There’s a movement story as well. With a celebrated New York import anchoring a historic block, downtown once again becomes a testing ground for what resonates across the city. That dynamic can pull weekend explorers from Mueller to Sixth Street for shows and cocktails—and send ideas back the other way as neighborhood spots iterate on Irish-Texan flavors or add early-day offerings to capture remote workers and families. The building’s past as B.D. Riley’s, which relocated to Mueller, heightens that two-way connection, as reported by CultureMap Austin.

Citywide implications

The Dead Rabbit’s arrival underscores a shift toward concepts that balance pedigree with local relevance. Here, that means honoring a storied address while programming for Austin’s creative economy; pouring Irish spirits next to a tequila-and-watermelon cocktail; and extending hours to meet how Austinites actually eat, drink, and listen. The pub opened on July 4, 2024, and operates 11:00 AM–2:00 AM, creating a long runway for downtown visitors and workers, according to CultureMap Austin.

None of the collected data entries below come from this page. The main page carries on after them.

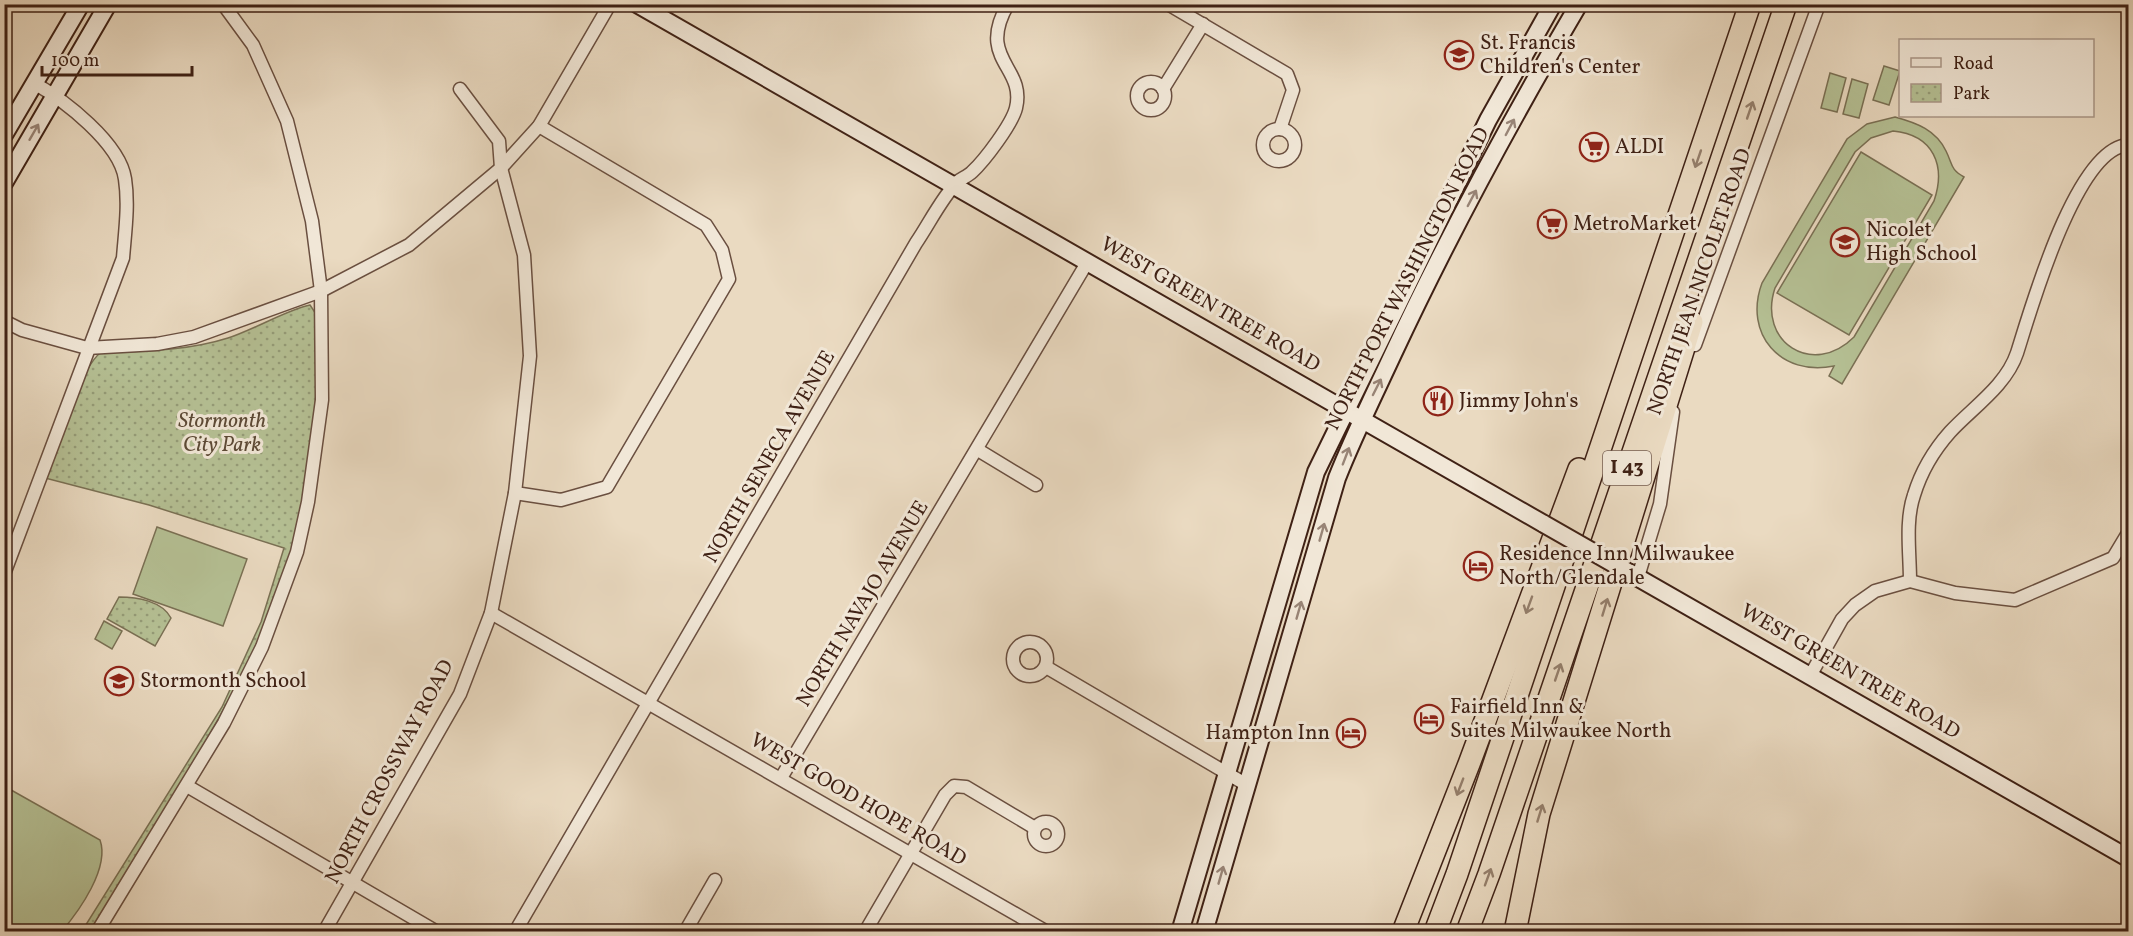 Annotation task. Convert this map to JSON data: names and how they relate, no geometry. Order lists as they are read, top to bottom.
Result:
{
  "streets": {
    "highway": ["I 43"],
    "street": [
      "NORTH PORT WASHINGTON ROAD",
      "NORTH JEAN NICOLET ROAD",
      "WEST GREEN TREE ROAD",
      "NORTH SENECA AVENUE",
      "NORTH NAVAJO AVENUE",
      "NORTH CROSSWAY ROAD",
      "WEST GOOD HOPE ROAD"
    ]
  },
  "crossings": [
    ["NORTH PORT WASHINGTON ROAD", "WEST GREEN TREE ROAD"],
    ["NORTH JEAN NICOLET ROAD", "WEST GREEN TREE ROAD"],
    ["WEST GREEN TREE ROAD", "NORTH SENECA AVENUE"],
    ["WEST GREEN TREE ROAD", "NORTH NAVAJO AVENUE"],
    ["NORTH SENECA AVENUE", "WEST GOOD HOPE ROAD"],
    ["NORTH NAVAJO AVENUE", "WEST GOOD HOPE ROAD"],
    ["NORTH CROSSWAY ROAD", "WEST GOOD HOPE ROAD"]
  ],
  "parks": ["Stormonth City Park"],
  "places": {
    "school or university": ["St. Francis Children's Center", "Nicolet High School", "Stormonth School"],
    "supermarket": ["ALDI", "MetroMarket"],
    "restaurant": ["Jimmy John's"],
    "hotel": ["Residence Inn Milwaukee North/Glendale", "Fairfield Inn & Suites Milwaukee North", "Hampton Inn"]
  },
  "legend": ["Road", "Park"],
  "scale_bar": "100 m"
} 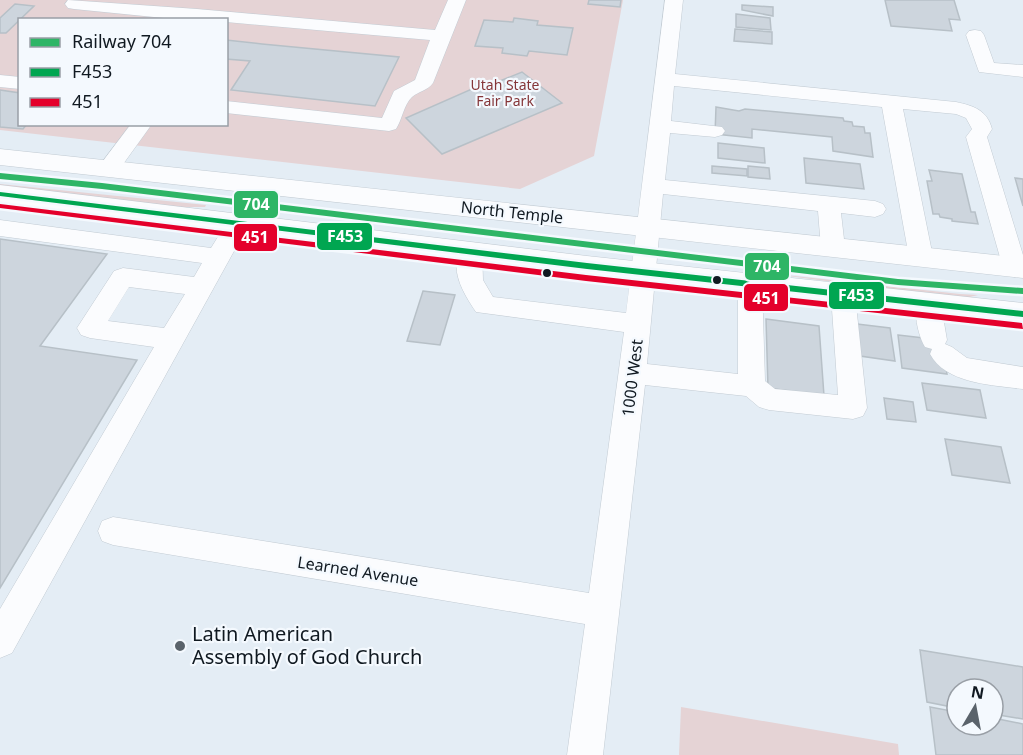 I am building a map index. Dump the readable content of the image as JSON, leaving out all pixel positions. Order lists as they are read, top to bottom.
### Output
{
  "streets": {
    "main road": ["North Temple"],
    "street": ["1000 West", "Learned Avenue"]
  },
  "crossings": [
    ["North Temple", "1000 West"],
    ["1000 West", "Learned Avenue"]
  ],
  "parks": ["Utah State Fair Park"],
  "places": ["Latin American Assembly of God Church"],
  "lines": ["rail line 704", "transit line F453", "transit line 451"],
  "legend": ["Railway 704", "F453", "451"],
  "north": "top"
}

For neighborhoods like Mueller, the signal is clear: a morning-to-late-night mix, culturally specific programming, and menus that nod to Texas without leaning on trope or trend. If those pieces hold, the benefits won’t be limited to Sixth Street. They will shape the playbook for how Austin’s districts—from downtown to the east side to Mueller—compete for attention across the full day.